Padilla, sometimes with five or six of his cohorts, also routinely trespassed on Prather’s land, helping themselves to trees cut for firewood.
Things grumbled along for awhile and then came the drought, and in 2013, with the two remaining parties on the old gravity flow, spring-fed water system taking water for marijuana there was no water left for Sam's sheep.
Sam complained to the Department of Fish and Wildlife. Local Warden Mark White who, when seeing that the small stream that fed into Indian Creek was dry where it passed under Indian Creek Road, went with Sam up the hill and then followed a two-inch black plastic pipe.
In his subsequent official report, Warden White stated that he found that the pipe branched twice to spring boxes that looked recently installed and terminated in a "large pool" taking essentially all of the water flowing to that point.
Warden White estimated the diverted water to be about five gallons per minute which, given the prevailing drought, was an enviable amount of water. But it was achieved at the expense of Sam's thirsty sheep.
Warden White returned to the diversion a few days later with Fish and Wildlife Environmental Scientist Wes Stokes. White and Stokes photographed what was described as "25 large marijuana plants" growing on the Padilla property.
Warden White's report summarized the situation:
"Prather asked me if he could remove the water diversion debris that was on his property. I advised Prather that it was his property and it was an illigal diversion, so if he would like to remove it he could. He asked for assistance in restoring the tributary back to original form, so on 11/14/2013 I met with Prather on his property at 17501 Indian Creek Road to assist him with restoring the water back to the tributary. Upon arriving at the large pool of water at the main point of diversion, it was apparent someone had recently built a dam. The dam had been built out of dirt, rock and wood debris, with the two inch diameter waterline going through the dam. The upstream side of the dam contained a large pool of water, but the downstream side of the dam was essentially completely dried up streambed. Prather removed the plastic waterline that was in the bed of the creek …I attempted to open the dam … but without appropriate tools I was somewhat unsuccessful."
Warden White talked with Brian Padilla. Padilla told of an old easement he had for water from Prather's property.

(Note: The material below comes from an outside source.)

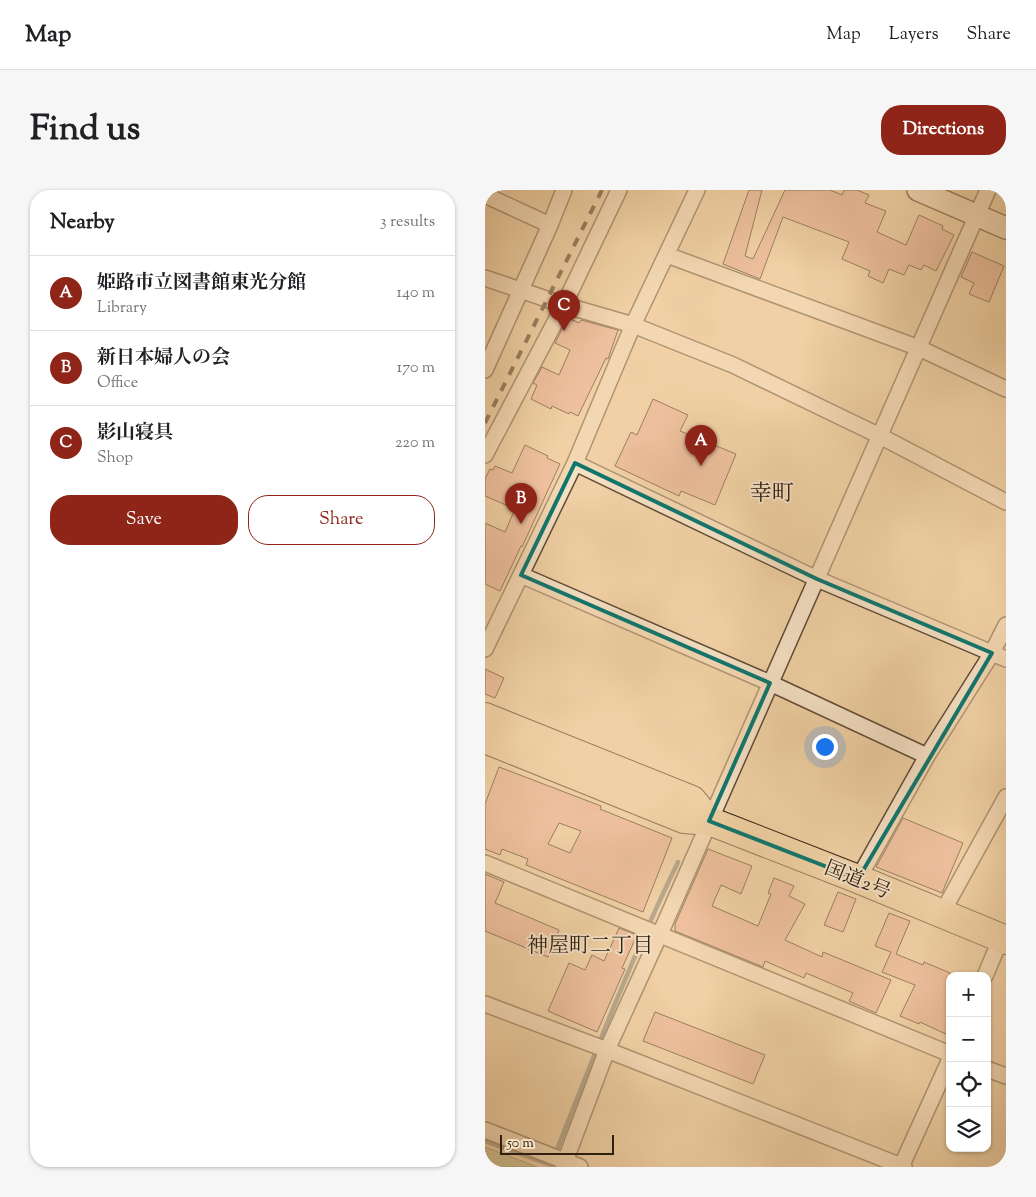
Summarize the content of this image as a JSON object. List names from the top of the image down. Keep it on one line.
{"streets":{"highway":["国道2号"]},"districts":["幸町","神屋町二丁目"],"scale_bar":"50 m","page":{"header":"Map","nav":["Map","Layers","Share"],"title":"Find us","buttons":["Directions",["Save","Share"]],"heading":["Nearby","3 results"],"list":[{"mark":"A","name":"姫路市立図書館東光分館","note":"Library","value":"140 m"},{"mark":"B","name":"新日本婦人の会","note":"Office","value":"170 m"},{"mark":"C","name":"影山寝具","note":"Shop","value":"220 m"}],"pins":["C","A","B"],"map_buttons":["+","−"],"scale":"50 m"}}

Padilla also admitted that he "has put that dam in every year in the fall when the creek gets lower."
From White's report: "I researched the water right deeded to Padilla and had several maps made by GPS specialist that show that Padilla's main point of diversion was outside of the easement in his water right's deed."
Warden White's detailed eight page report recomended that Brian Wade Padilla be charged by the Mendocino County District Attorney's Office for the following Fish and Game code sections violations:
Sec. 1602 Unlawful to divert/obstruct natural flow. Sec. 5650 Unlawful to deposit deleterious substance (sediment). Sec. 5652 Unlawful to deposit/permit to pass into stream … any plastic litter and rubbish material. Sec 5901 Unlawful to construct a dam. Sec. 5937 Owner of Dam shall allow sufficient water to pass.

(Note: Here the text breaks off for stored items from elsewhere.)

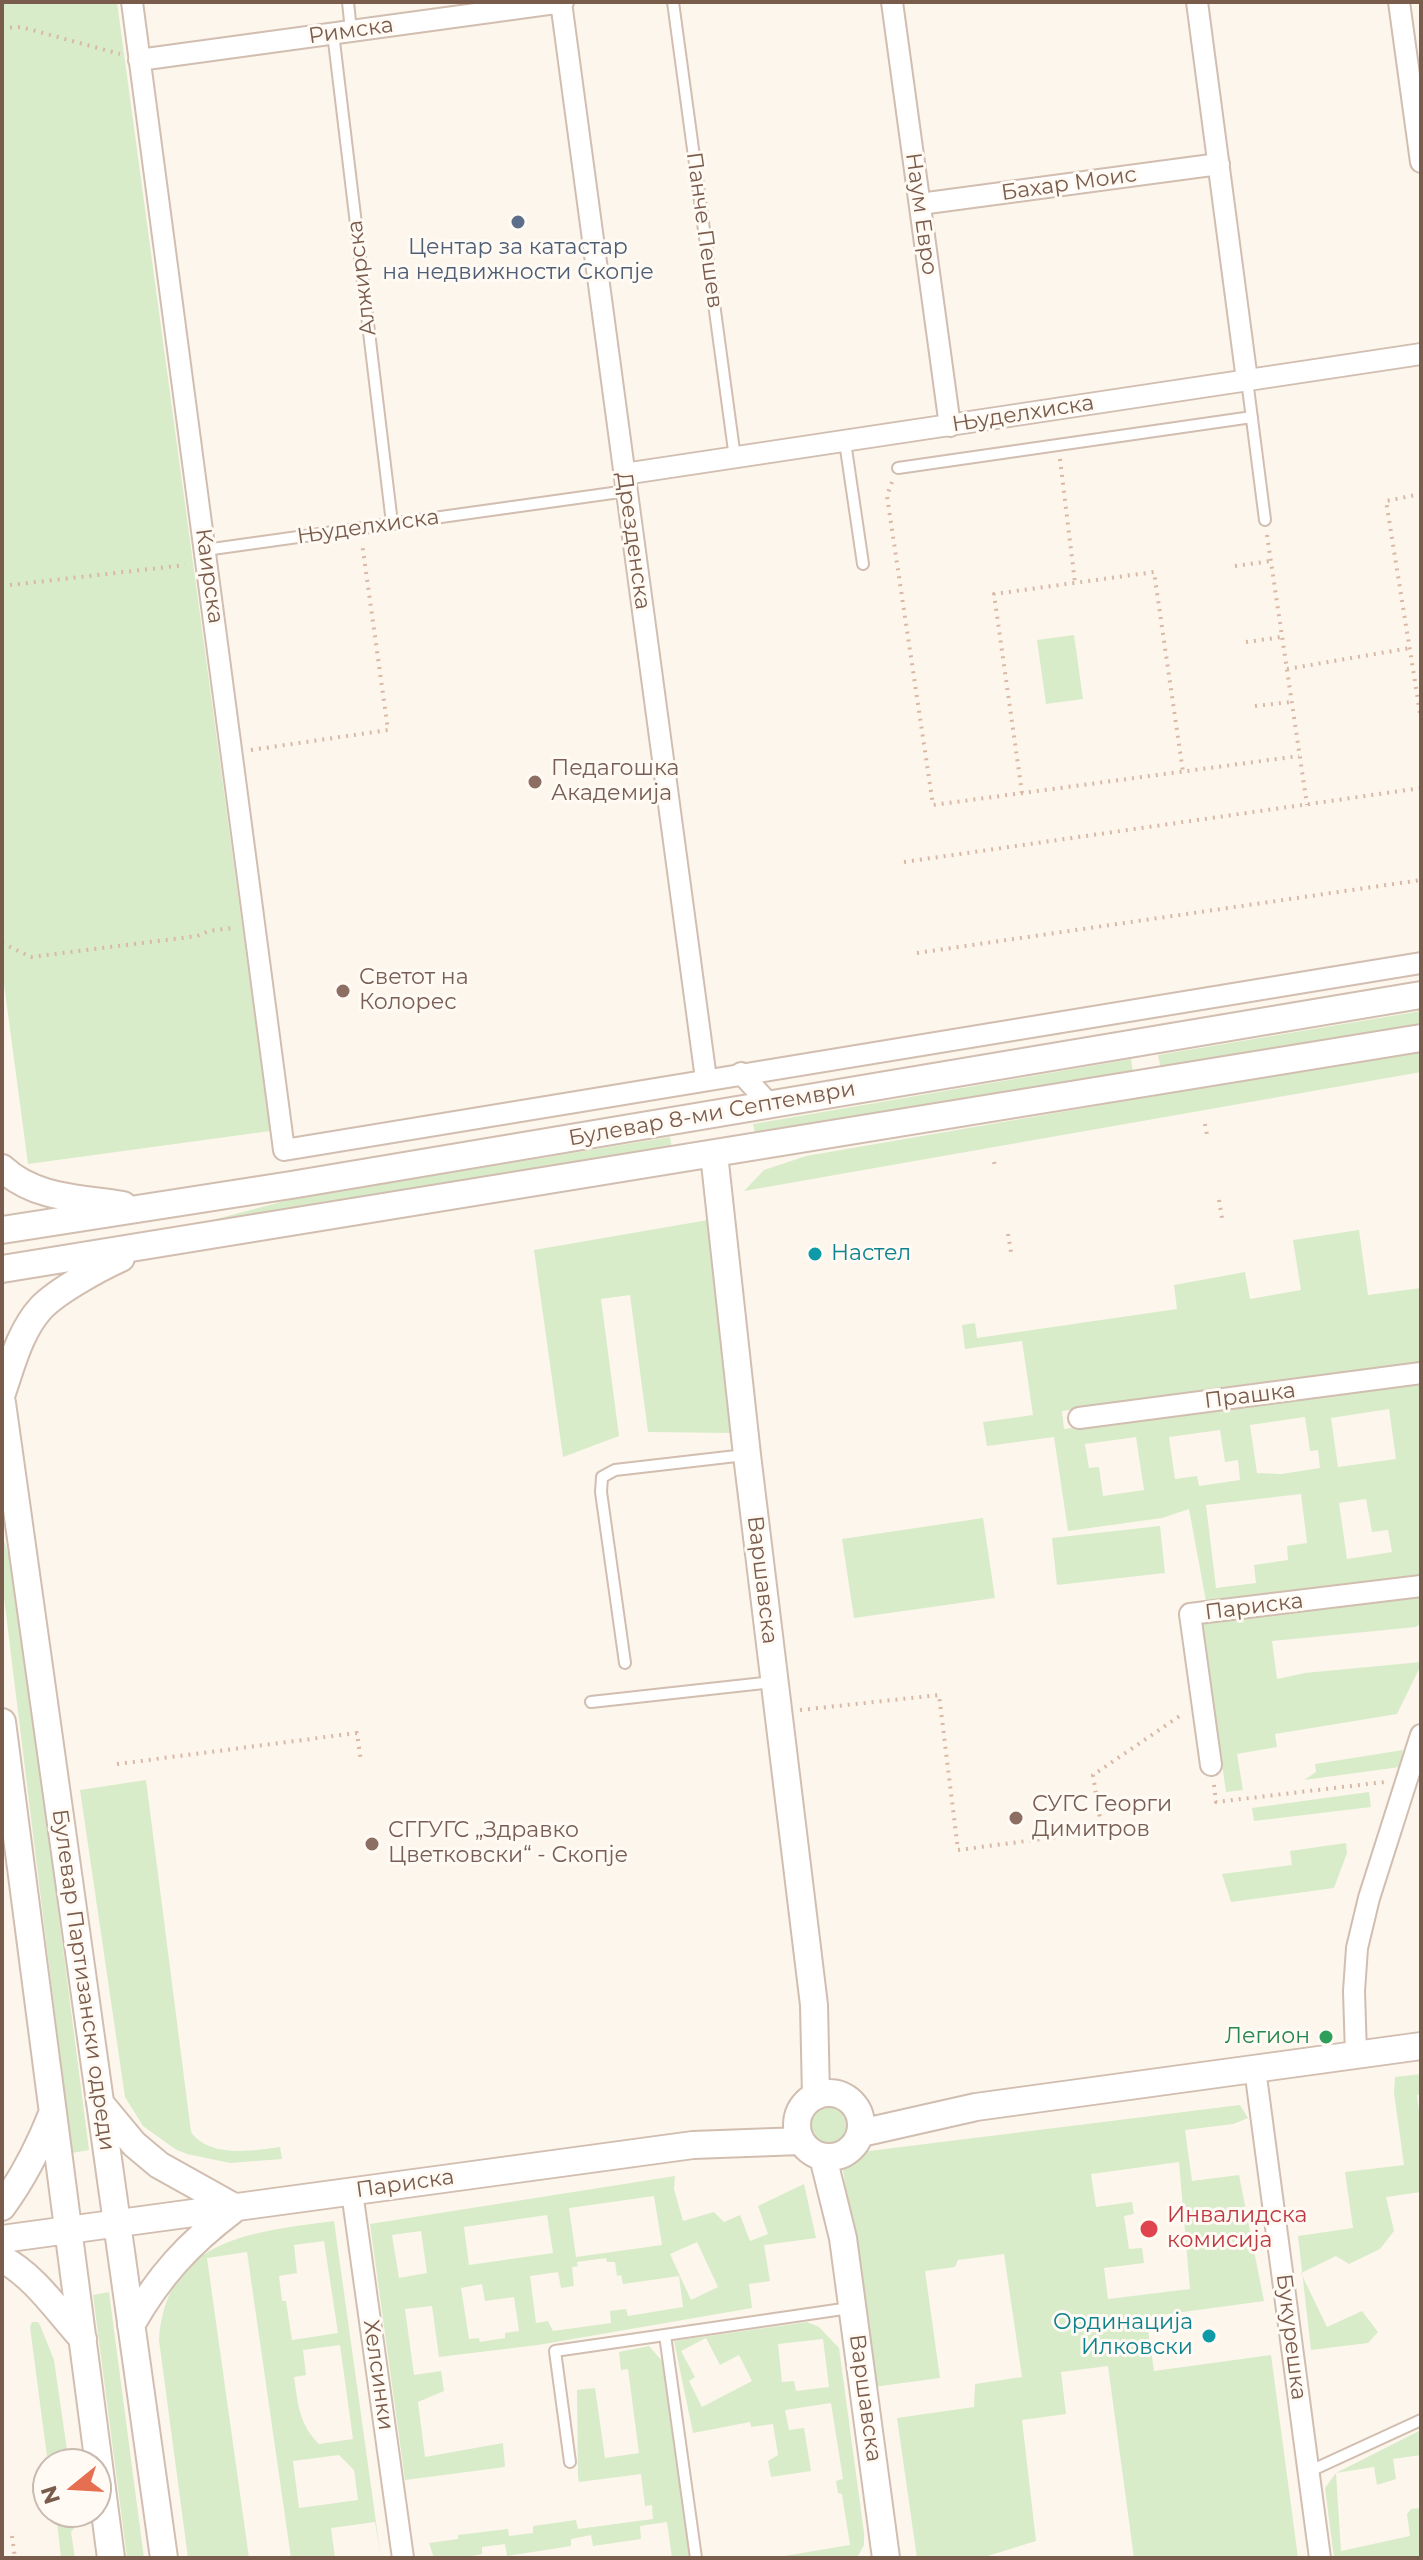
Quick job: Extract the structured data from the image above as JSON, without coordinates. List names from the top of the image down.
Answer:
{
  "streets": {
    "street": [
      "Римска",
      "Бахар Моис",
      "Наум Евро",
      "Њуделхиска",
      "Дрезденска",
      "Каирска",
      "Булевар 8-ми Септември",
      "Прашка",
      "Варшавска",
      "Париска",
      "Булевар Партизански одреди",
      "Букурешка",
      "Хелсинки"
    ],
    "lane": ["Панче Пешев", "Алжирска"]
  },
  "crossings": [
    ["Римска", "Алжирска"],
    ["Римска", "Дрезденска"],
    ["Римска", "Каирска"],
    ["Бахар Моис", "Наум Евро"],
    ["Наум Евро", "Њуделхиска"],
    ["Панче Пешев", "Њуделхиска"],
    ["Алжирска", "Њуделхиска"],
    ["Њуделхиска", "Дрезденска"],
    ["Њуделхиска", "Каирска"],
    ["Булевар 8-ми Септември", "Варшавска"],
    ["Париска", "Булевар Партизански одреди"],
    ["Париска", "Хелсинки"]
  ],
  "places": [
    "Центар за катастар на недвижности Скопје",
    "Педагошка Академија",
    "Светот на Колорес",
    "Настел",
    "СУГС Георги Димитров",
    "СГГУГС „Здравко Цветковски“ - Скопје",
    "Легион",
    "Инвалидска комисија",
    "Ординација Илковски"
  ],
  "north": "left"
}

Because there was an old (1910) easement for water the issue was muddied. Padilla did have rights to some water and a pipe to get it to his property; Yet by taking all of the water from a point "outside of the easement," damming the stream to do so and leaving quite a mess, Padilla had violated the law and certainly the spirit of the ancient agreement among neighbors to share the water. Padilla had rights perhaps to the side springs, but not all of the water in the main stream.
Muddled as it may have seemed, an equitable water sharing arrangement might easily have been arranged with Sam perhaps replacing that portion of the pipe that was within the Padilla easement and with Padilla, cleaning up the mess he’d made and limiting his water-taking to the two springs. Small fines might be imposed on Padilla for his illegal diversion and his construction of a haphazard and stream-damaging dam.

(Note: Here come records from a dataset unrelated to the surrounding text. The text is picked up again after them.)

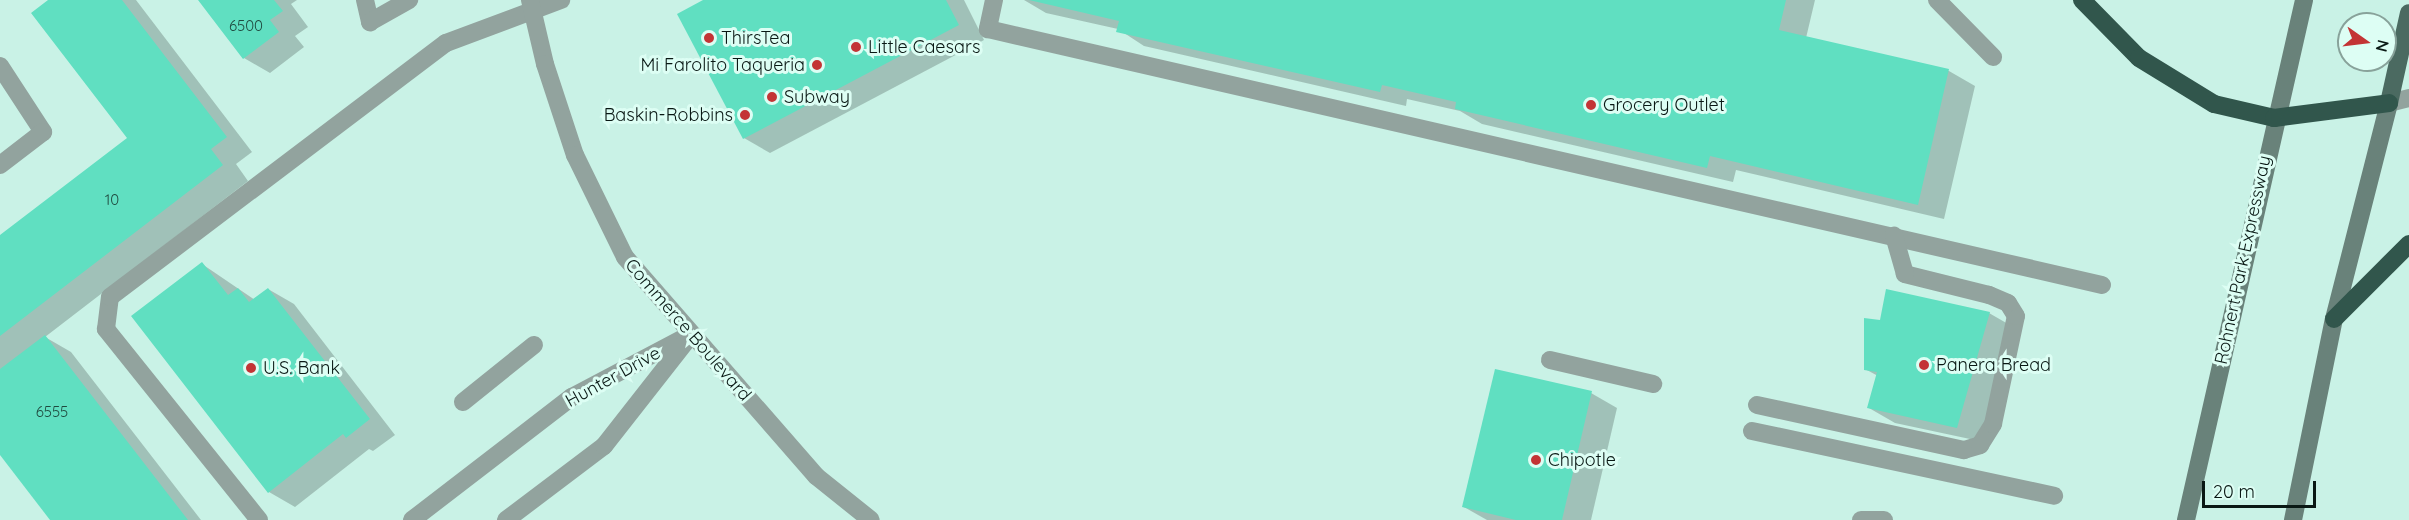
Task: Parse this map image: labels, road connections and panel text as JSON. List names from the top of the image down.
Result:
{
  "streets": {
    "main road": ["Rohnert Park Expressway"],
    "street": ["Commerce Boulevard", "Hunter Drive"]
  },
  "crossings": [
    ["Commerce Boulevard", "Hunter Drive"]
  ],
  "places": [
    "ThirsTea",
    "Little Caesars",
    "Mi Farolito Taqueria",
    "Subway",
    "Grocery Outlet",
    "Baskin-Robbins",
    "Panera Bread",
    "U.S. Bank",
    "Chipotle"
  ],
  "house_numbers": ["6500", "10", "6555"],
  "scale_bar": "20 m",
  "north": "right"
}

What happened was that greed and belligerance set in, lawyers got involved and apparent carelessness, incompetence or corruption determined an outcome far beyond reason and quite possibly bordering on elder abuse. The following is a brief rundown of how this played out.
Fish and Wildlife presented their findings to the DA for prosecution; Deputy DA Tim Stoen filed a five-count charge sheet against Padilla — four Fish & Wildlife violations and a trespass count.
Padilla hired Willits attorney Chris Neary and counter-sued both Fish and Wildlife and Sam Prather. It should be emphasized that Sam’s dismantling of Padilla’s diversion occurred with both Fish and Wildlife’s sanction and the physical presence and assistance of Fish and Wildlife’s Warden White. In other words, Sam, standing on his own property, had the full approval of state government. DA David Eyster, claiming "insufficiant evidence,” dropped the charges against Padilla. It must be noted that Padilla's attorney Chris Neary was Eyster's campaign manager.
Padilla subsequently dropped the suit against Fish and Wildlife but continued the suit against Sam for violating his water easement rights.
With the trial set to go, Sam and his sister, who was also named because she was also on the family property deed referenced by the 1910 water easement, were dismayed that they would both have to attend a "month long" trial.
Sam is a rancher. He works alone, and his scattered sheep need daily attention. He doesn’t have the time to sit around in court at the convenience of judges and lawyers.
Sam's attorney worked out a "Settlement Agreement and Release" with Padilla which gave Padilla $50,001 in cash and a Boundary Line Adjustment that took from Sam and gave to Padilla that land "depicted in Exhibit B by yellow highlighting." This was depicted on a county provided aerial map that was scale-wise inaccurate and Sam was told by the lawyers that the property amounted to about three acres.
Here it would be appropriate to describe a bit about Sam. At over 70 he does have memory and comprehension issues that become apparent to anyone with close dealings to him. He is a wizard when it comes to raising and breeding sheep but, like many of us, he is slow to fully comprehend maps and documents and legal matters. And like most of us Sam leaves the legal stuff up to those he thinks are looking out for his interests, in this case his lawyer, Brian Carter of Ukiah.
When Carter laid the agreement down in front of Sam, he said Sam's Grange insurance would pay the $50,000 and the land involved was only 3 acres. Sam reluctantly signed, later explaining, "He told me this was the deal and that I should sign." Sam felt he had no choice.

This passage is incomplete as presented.